* [Data records]:
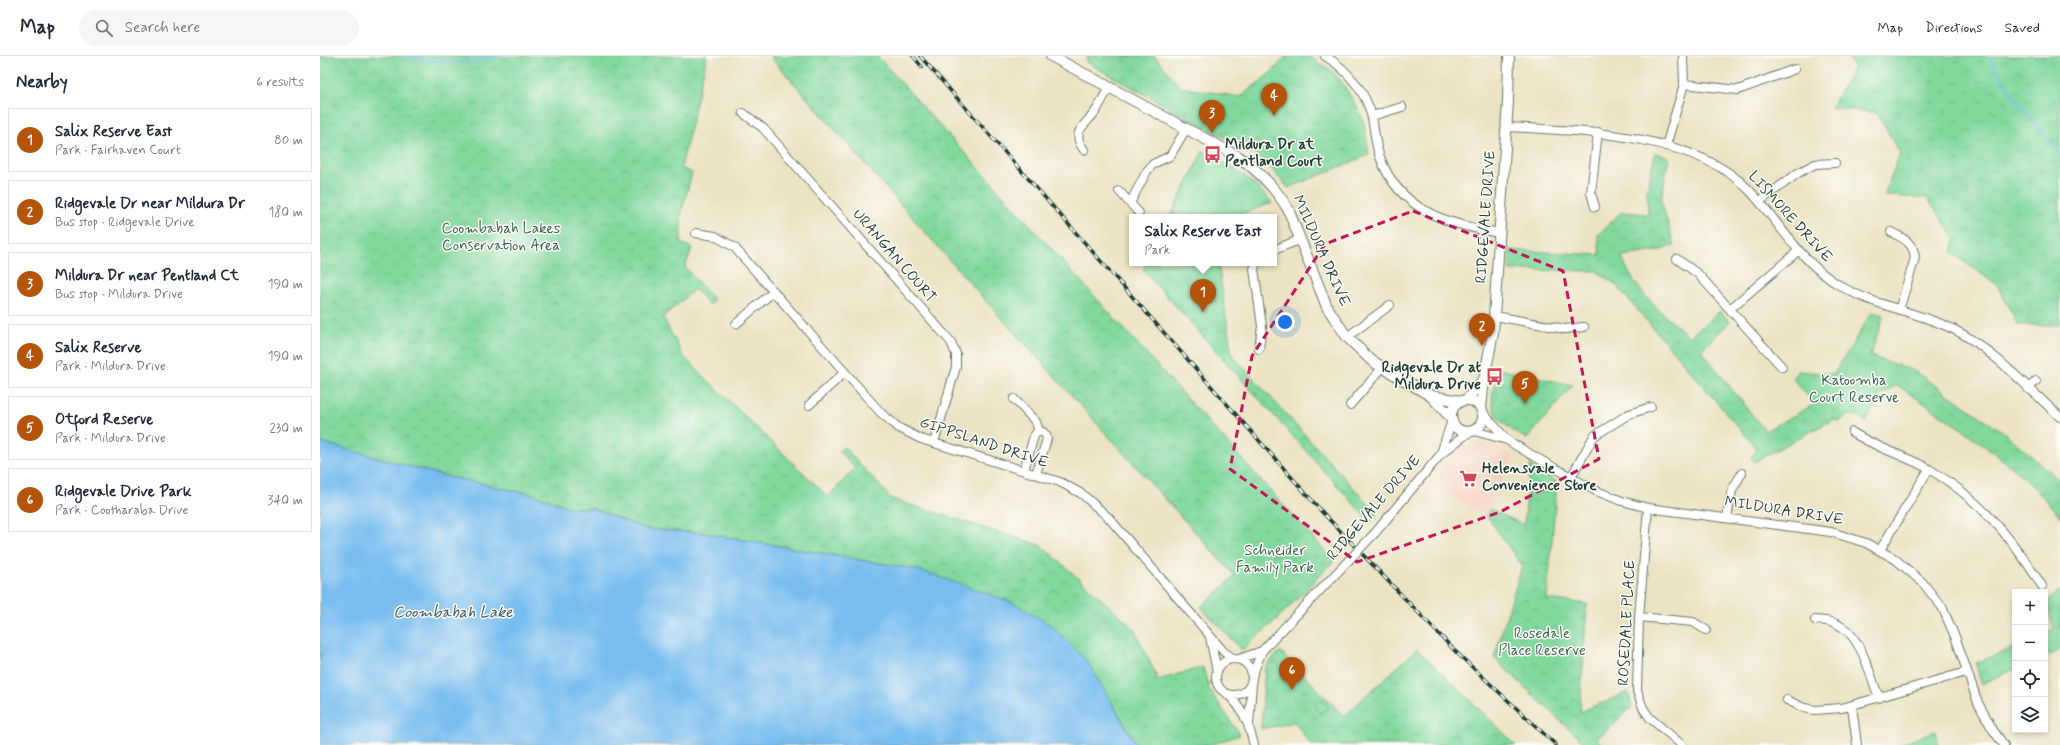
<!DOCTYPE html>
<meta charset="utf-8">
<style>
body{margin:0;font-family:Mynerve,sans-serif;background:#f6f6f7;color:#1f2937}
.controls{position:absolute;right:12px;bottom:12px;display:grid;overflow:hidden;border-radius:0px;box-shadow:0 2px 6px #0003}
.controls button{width:36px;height:36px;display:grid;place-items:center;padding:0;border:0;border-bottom:1px solid #e0e1e3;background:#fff;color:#1f2937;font:20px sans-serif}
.you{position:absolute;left:965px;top:266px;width:14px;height:14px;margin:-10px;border:3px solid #fff;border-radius:50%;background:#1a73e8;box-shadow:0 0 0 6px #1a73e833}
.badge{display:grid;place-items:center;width:26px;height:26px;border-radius:50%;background:#b45309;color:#fff;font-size:13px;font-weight:700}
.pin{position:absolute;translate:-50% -33px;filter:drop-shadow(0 1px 2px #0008)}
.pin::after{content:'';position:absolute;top:21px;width:14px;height:12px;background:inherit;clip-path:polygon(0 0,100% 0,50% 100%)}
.popup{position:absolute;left:809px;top:158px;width:148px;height:52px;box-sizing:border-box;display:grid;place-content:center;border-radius:0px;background:#fff;filter:drop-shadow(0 1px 3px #0005);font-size:13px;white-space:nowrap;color:#747a83}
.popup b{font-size:15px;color:#1f2937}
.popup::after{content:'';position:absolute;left:50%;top:100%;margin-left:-8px;border:8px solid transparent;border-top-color:#fff}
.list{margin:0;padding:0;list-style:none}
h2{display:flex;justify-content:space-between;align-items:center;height:52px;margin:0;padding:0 16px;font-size:17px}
h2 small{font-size:13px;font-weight:400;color:#747a83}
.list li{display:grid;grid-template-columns:26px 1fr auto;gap:12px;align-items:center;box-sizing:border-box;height:64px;margin:0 8px 8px;padding:0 8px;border:1px solid #e0e1e3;border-radius:0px}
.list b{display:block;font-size:15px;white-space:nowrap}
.list p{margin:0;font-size:13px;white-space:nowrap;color:#747a83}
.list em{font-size:13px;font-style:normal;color:#747a83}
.icon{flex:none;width:22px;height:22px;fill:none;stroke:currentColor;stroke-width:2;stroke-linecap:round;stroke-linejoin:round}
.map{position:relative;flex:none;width:1740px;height:689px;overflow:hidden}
header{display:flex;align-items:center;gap:24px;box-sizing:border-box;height:56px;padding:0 20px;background:#fff;border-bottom:1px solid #e0e1e3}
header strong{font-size:19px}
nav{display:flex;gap:22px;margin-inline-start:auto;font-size:14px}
.search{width:280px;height:36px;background:#f6f6f7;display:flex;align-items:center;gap:10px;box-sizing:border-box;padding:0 14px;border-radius:22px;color:#747a83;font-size:15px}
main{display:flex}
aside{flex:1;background:#fff}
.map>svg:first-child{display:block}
.built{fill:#f5d3c1}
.grass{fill:url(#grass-tufts);stroke:#508a68}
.park{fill:url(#park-crowns);stroke:#508a68}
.pitch{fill:#81d89d;stroke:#508a68}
.water{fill:#78bdef;stroke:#4c7d92}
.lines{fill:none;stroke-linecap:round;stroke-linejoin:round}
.stream{stroke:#78bdef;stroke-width:2}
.minor-casing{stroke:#676;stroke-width:10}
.tertiary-casing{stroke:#676;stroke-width:12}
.minor{stroke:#fff;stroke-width:8}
.tertiary{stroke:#fff;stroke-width:10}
.rail-casing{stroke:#1f3d34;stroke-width:3.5}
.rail{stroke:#fdfcf7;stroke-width:2;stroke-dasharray:6;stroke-linecap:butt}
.minor-bridge-casing{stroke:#676;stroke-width:10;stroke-linecap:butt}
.minor-bridge{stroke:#fff;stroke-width:8}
.marked{fill:none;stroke:#c2185b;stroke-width:3;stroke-dasharray:8 5;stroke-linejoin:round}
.labels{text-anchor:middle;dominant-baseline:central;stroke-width:3;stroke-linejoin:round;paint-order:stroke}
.poi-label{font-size:15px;font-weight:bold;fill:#1f3d34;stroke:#fdfcf7;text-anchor:start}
.street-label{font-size:15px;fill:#1f3d34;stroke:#fdfcf7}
.park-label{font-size:15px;fill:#38644e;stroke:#fdfcf7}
.water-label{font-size:16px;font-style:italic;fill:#355d63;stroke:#fdfcf7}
</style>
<header>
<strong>Map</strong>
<div class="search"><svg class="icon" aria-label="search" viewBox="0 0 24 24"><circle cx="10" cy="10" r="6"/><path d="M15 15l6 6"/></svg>Search here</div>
<nav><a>Map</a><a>Directions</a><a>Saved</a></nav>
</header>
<main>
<aside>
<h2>Nearby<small>6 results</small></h2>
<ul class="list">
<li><span class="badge">1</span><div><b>Salix Reserve East</b><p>Park · Fairhaven Court</p></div><em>80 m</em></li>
<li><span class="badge">2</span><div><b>Ridgevale Dr near Mildura Dr</b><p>Bus stop · Ridgevale Drive</p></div><em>180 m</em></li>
<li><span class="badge">3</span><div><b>Mildura Dr near Pentland Ct</b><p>Bus stop · Mildura Drive</p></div><em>190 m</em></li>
<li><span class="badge">4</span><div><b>Salix Reserve</b><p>Park · Mildura Drive</p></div><em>190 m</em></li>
<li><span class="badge">5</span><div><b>Otford Reserve</b><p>Park · Mildura Drive</p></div><em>230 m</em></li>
<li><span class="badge">6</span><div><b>Ridgevale Drive Park</b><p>Park · Cootharaba Drive</p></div><em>340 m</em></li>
</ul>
</aside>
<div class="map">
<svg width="1740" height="689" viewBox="0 0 1740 689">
<defs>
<pattern id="grass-tufts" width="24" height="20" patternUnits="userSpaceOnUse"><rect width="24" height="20" fill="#81d89d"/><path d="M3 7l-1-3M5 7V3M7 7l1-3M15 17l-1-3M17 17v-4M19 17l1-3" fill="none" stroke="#6fba88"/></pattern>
<pattern id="park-crowns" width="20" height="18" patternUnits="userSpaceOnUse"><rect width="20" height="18" fill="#81d89d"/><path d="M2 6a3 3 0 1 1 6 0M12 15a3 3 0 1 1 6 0" fill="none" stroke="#6fba88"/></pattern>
</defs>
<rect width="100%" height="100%" fill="#fdfcf7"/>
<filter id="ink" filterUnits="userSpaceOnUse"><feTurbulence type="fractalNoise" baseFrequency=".025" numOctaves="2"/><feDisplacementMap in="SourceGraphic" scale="8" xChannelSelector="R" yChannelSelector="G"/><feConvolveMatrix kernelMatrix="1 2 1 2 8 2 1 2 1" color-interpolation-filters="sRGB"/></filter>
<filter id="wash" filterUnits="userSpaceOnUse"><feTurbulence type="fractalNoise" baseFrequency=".012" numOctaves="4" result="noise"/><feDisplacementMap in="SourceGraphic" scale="16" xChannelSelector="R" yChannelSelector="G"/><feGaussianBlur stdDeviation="0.9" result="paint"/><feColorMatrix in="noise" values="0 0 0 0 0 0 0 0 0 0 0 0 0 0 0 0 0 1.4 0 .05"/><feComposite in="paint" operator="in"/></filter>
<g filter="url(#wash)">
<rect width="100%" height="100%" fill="#ebe3c3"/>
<!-- built -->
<path class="built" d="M1166,386l27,14 -26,60 -58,-31 26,-31 10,-8 10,-3z"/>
<!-- grass -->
<path class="grass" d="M1528,0h212v269h-42l-21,-40 -45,-32 3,-15 -28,-40 -43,-2 16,-43 -24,-40 -45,-6 23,-39z"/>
<!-- park -->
<path class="park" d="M0,0h387l-26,112 11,5 -11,41v29l11,5 -7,19 29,33 -5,5 -14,-16 -32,28 20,39 145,141 27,-29 -16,-17 5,-4 48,52 150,47 92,82 24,52 45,-13 6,22 31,46 -30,10h-73l-24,-41 -194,-134 -216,-37 -57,-4 -54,-21h-20l-37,-13 -90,-19 -125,-34z
M450,0h107l457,505 -57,58 -35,31 -41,-43 34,-31 -260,-287z
M767,0h68l25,31 60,10 34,-27 12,-14h22l24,15 11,13 16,26 5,13 5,32 -81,33 -20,-23 -14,-11 -168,-92z
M883,95c27,14 50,28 69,52l-39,14h-63z
M1335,97l14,4 -8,43 13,45 -15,6 -37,5c10,34 42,58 67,81l31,-26 10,11 -29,28 64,81 50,-27 -22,-25 4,-8 37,3 38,-62 12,3 -14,41 44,15 92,63 54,47v36c-43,-55 -106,-93 -163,-132l-18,10 -13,27 -8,-6 -11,-1 -8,7 -5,-3 -80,43 -3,-4 6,-9 -140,-163 -20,-15 -88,-1 1,-20 90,5 -2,-20 23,-23 27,2 -1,-24z
M827,207h71l14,92 145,159 -7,8 -227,-252z
M1178,313l75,16 -46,54c-36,-21 -41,-29 -29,-70z
M1210,410l27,16 -10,117 40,5 -7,108 48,-20 4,15 -35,32 6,6h-17l-92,-87 28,-92 -35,-50 3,-7 34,16z
M1738,535h2v59l-15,7v-24l9,-4 -8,-28 5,-2z
M1695,591v22l-34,15 -5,-21z
M1097,593l99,96h-205l-16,-23 -34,7 4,-62 15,-16 64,65z
M1615,675l4,14h-39z"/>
<!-- pitch -->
<path class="pitch" d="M1003,643l5,9 -8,6 -6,-10z"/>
<!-- water -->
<path class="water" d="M0,386l125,34 90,19 37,13h20l54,21 57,4 216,37 93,32 40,24 34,34 51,85h-817z"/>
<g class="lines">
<!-- stream -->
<path class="stream" d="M81,0c31,5 66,12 97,0
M1668,0c20,36 46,66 72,98"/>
</g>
</g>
<g filter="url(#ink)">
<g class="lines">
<defs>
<path id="minor" d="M1005,0c22,13 42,37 47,62 3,13 3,27 8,39 19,54 69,68 120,76
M1364,28l54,6 57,-21
M423,57l20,15 188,214 5,12v13l-22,76
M1052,60l30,-9
M1186,71c73,4 188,6 242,62 31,32 51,72 91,96 36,22 78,26 116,45 35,17 75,60 105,87
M1346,90l18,-62 -1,-28
M764,94c-14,-19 1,-24 11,-38 5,-7 9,-16 14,-25
M799,135l20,22
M1440,145l38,-28 17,-9 20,-1
M810,147l17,-32 6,-7 17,-8 16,-27
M1275,151l-4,-14 7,-61
M1571,176c12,6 23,11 24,26l-16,52
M376,177l19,3 19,11 147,166 18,15 22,11 139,43 22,12 27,24 115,134 10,7
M954,194l27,-11
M1357,203l21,15 84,93
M936,207l-2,6 8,57 -3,23
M1410,253l68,-58
M1175,260l70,13 19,-2
M416,268l38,-33
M1027,281l43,-32
M1708,333l8,-8
M694,343l22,23 3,9
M489,349l36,-33
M1030,349l33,-38
M1163,357l24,27 23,14 64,36 28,11 26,7 183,24 35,11 29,16 27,23 20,25 14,32 22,64 15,27 11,15
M1154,375l33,9
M1532,376c24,16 52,23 77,37 51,30 82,68 113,117
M1121,397l10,-30
M704,414l10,-34 3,-4h6l3,3 1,4 -11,35
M1251,421l23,-41 35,-22 22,-7
M1328,452l-9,109 -2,74 6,17 7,10 32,27
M1407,462l5,-28 10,-17
M1055,477l66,-79 28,-22
M1560,494l49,-81
M1319,561l54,5 13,8
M1495,564c10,1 19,1 27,7 20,12 29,50 37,71
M890,581l7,35
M919,603l23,-8 87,-91
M896 621a18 18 0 1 1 36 0a18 18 0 1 1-36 0Z
M932,620l10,-25
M907,638c16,13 22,31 27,51
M1467,644l17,8 11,2 27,-2 124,-36
M1532,650l5,39
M929,669l3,-42"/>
<path id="tertiary" d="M731,0l188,101c21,15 36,30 49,52l39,98 20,30 25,24 59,35 19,21
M1111,340l30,5
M1131 360a16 16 0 1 1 32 0a16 16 0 1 1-32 0Z
M1146,344l18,-21
M1161,352l3,-29 9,-46 15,-232 1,-45"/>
</defs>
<!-- minor casing -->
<use href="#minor" class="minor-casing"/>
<!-- tertiary casing -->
<use href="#tertiary" class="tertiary-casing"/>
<!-- minor -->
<use href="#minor" class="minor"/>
<!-- tertiary -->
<use href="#tertiary" class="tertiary"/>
<defs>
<path id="rail" d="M593,0l9,11
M600,0l403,457 134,140 99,92"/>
</defs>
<!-- rail casing -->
<use href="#rail" class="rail-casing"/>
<!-- rail -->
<use href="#rail" class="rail"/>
<defs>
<path id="minor-bridge" d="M1029,504l26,-27"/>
</defs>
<!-- minor-bridge casing -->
<use href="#minor-bridge" class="minor-bridge-casing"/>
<!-- minor-bridge -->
<use href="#minor-bridge" class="minor-bridge"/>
</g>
</g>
<!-- marked area -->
<path class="marked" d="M1093,155l150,60 36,188 -99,53 -143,50 -127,-93 22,-113 73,-112z"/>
<!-- icons -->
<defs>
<symbol id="bus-bare" viewBox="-9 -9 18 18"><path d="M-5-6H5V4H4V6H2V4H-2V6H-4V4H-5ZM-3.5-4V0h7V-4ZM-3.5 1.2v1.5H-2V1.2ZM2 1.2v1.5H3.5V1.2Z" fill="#d1495b" stroke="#fdfcf7" stroke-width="2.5" paint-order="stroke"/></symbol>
<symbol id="supermarket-bare" viewBox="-9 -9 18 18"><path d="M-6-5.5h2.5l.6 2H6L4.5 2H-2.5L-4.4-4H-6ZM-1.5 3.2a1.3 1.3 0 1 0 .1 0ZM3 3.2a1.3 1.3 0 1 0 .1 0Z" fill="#d1495b" stroke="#fdfcf7" stroke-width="2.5" paint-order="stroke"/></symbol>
</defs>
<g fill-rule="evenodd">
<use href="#bus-bare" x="880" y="86" width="25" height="25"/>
<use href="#bus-bare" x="1162" y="308" width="25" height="25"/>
<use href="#supermarket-bare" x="1136" y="410" width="25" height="25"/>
</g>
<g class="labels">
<!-- poi labels -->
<g class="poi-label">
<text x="905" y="89">Mildura Dr at<tspan x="905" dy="17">Pentland Court</tspan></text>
<text x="1161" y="312" text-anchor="end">Ridgevale Dr at<tspan x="1161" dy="17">Mildura Drive</tspan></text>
<text x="1162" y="413">Helensvale<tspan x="1162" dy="17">Convenience Store</tspan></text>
</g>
<!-- street labels -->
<g class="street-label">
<text transform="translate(1166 161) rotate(-86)">RIDGEVALE DRIVE</text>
<text transform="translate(1470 161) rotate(48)">LISMORE DRIVE</text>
<text transform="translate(1001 195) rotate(66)">MILDURA DRIVE</text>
<text transform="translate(574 200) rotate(49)">URANGAN COURT</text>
<text transform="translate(664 387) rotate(18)">GIPPSLAND DRIVE</text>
<text transform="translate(1054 452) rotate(-49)">RIDGEVALE DRIVE</text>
<text transform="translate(1464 455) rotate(9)">MILDURA DRIVE</text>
<text transform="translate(1307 567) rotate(-87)">ROSEDALE PLACE</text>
</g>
<!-- park labels -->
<g class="park-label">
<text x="181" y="173">Coombabah Lakes<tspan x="181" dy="17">Conservation Area</tspan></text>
<text x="1534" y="325">Katoomba<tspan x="1534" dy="17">Court Reserve</tspan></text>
<text x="955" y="495">Schneider<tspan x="955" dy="17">Family Park</tspan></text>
<text x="1222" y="578">Rosedale<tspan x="1222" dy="17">Place Reserve</tspan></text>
</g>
<!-- water labels -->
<g class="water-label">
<text x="133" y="556">Coombabah Lake</text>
</g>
</g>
</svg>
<div class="controls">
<button>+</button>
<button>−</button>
<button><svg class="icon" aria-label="locate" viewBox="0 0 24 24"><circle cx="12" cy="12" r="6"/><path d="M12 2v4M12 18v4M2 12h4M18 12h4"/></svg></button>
<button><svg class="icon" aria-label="layers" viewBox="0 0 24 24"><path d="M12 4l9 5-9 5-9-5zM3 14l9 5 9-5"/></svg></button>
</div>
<div class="you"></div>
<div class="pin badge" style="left:883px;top:256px">1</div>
<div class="popup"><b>Salix Reserve East</b>Park</div>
<div class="pin badge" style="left:1162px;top:290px">2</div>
<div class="pin badge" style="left:892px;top:77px">3</div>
<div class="pin badge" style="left:954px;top:60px">4</div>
<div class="pin badge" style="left:1205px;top:348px">5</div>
<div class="pin badge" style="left:972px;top:634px">6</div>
</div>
</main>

* [What the task asks]: If a line of the data holds the string "after", list it.

* [Response area]:
.pin::after{content:'';position:absolute;top:21px;width:14px;height:12px;background:inherit;clip-path:polygon(0 0,100% 0,50% 100%)}
.popup::after{content:'';position:absolute;left:50%;top:100%;margin-left:-8px;border:8px solid transparent;border-top-color:#fff}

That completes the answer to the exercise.